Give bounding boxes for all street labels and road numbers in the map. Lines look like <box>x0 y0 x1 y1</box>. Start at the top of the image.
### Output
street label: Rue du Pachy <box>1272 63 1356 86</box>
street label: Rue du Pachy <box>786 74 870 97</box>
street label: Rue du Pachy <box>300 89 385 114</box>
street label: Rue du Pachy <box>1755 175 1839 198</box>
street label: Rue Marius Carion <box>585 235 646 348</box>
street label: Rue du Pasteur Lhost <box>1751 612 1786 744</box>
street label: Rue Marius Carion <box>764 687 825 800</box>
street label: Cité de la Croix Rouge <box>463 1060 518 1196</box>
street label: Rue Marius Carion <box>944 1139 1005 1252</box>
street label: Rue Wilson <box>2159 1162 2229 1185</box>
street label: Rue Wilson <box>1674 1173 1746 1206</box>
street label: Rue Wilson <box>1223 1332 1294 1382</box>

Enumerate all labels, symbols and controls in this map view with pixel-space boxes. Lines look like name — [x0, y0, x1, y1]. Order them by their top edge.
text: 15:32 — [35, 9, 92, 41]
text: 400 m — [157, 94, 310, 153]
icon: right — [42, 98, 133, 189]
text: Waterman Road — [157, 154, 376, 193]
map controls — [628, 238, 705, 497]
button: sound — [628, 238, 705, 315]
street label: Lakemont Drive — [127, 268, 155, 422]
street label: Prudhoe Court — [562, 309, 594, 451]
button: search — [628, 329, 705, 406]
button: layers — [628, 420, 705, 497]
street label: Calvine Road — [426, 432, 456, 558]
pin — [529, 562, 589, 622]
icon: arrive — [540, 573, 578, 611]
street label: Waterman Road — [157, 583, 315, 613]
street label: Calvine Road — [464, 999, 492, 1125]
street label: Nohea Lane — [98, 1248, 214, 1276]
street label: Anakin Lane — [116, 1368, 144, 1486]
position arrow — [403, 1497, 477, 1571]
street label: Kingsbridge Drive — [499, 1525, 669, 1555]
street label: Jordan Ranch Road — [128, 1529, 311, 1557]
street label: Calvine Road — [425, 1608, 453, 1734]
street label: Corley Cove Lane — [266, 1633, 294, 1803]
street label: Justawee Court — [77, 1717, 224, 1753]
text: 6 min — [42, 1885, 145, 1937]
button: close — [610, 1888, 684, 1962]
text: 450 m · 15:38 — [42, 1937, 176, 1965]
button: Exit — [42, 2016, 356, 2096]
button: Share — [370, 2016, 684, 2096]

▬▬▬▬▬▬▬▬▬▬

== TASK ==
The entire set of entries, and nothing else, should be set down exactly.

== FINISHED TASK ==
Give bounding boxes for all street labels and road numbers in the map. Lines look like <box>x0 y0 x1 y1</box>. Start at the top of the image.
### Output
street label: Rue du Pachy <box>1272 63 1356 86</box>
street label: Rue du Pachy <box>786 74 870 97</box>
street label: Rue du Pachy <box>300 89 385 114</box>
street label: Rue du Pachy <box>1755 175 1839 198</box>
street label: Rue Marius Carion <box>585 235 646 348</box>
street label: Rue du Pasteur Lhost <box>1751 612 1786 744</box>
street label: Rue Marius Carion <box>764 687 825 800</box>
street label: Cité de la Croix Rouge <box>463 1060 518 1196</box>
street label: Rue Marius Carion <box>944 1139 1005 1252</box>
street label: Rue Wilson <box>2159 1162 2229 1185</box>
street label: Rue Wilson <box>1674 1173 1746 1206</box>
street label: Rue Wilson <box>1223 1332 1294 1382</box>

Enumerate all labels, symbols and controls in this map view with pixel-space boxes. Lines look like name — [x0, y0, x1, y1]. Order them by their top edge.
text: 15:32 — [35, 9, 92, 41]
text: 400 m — [157, 94, 310, 153]
icon: right — [42, 98, 133, 189]
text: Waterman Road — [157, 154, 376, 193]
map controls — [628, 238, 705, 497]
button: sound — [628, 238, 705, 315]
street label: Lakemont Drive — [127, 268, 155, 422]
street label: Prudhoe Court — [562, 309, 594, 451]
button: search — [628, 329, 705, 406]
button: layers — [628, 420, 705, 497]
street label: Calvine Road — [426, 432, 456, 558]
pin — [529, 562, 589, 622]
icon: arrive — [540, 573, 578, 611]
street label: Waterman Road — [157, 583, 315, 613]
street label: Calvine Road — [464, 999, 492, 1125]
street label: Nohea Lane — [98, 1248, 214, 1276]
street label: Anakin Lane — [116, 1368, 144, 1486]
position arrow — [403, 1497, 477, 1571]
street label: Kingsbridge Drive — [499, 1525, 669, 1555]
street label: Jordan Ranch Road — [128, 1529, 311, 1557]
street label: Calvine Road — [425, 1608, 453, 1734]
street label: Corley Cove Lane — [266, 1633, 294, 1803]
street label: Justawee Court — [77, 1717, 224, 1753]
text: 6 min — [42, 1885, 145, 1937]
button: close — [610, 1888, 684, 1962]
text: 450 m · 15:38 — [42, 1937, 176, 1965]
button: Exit — [42, 2016, 356, 2096]
button: Share — [370, 2016, 684, 2096]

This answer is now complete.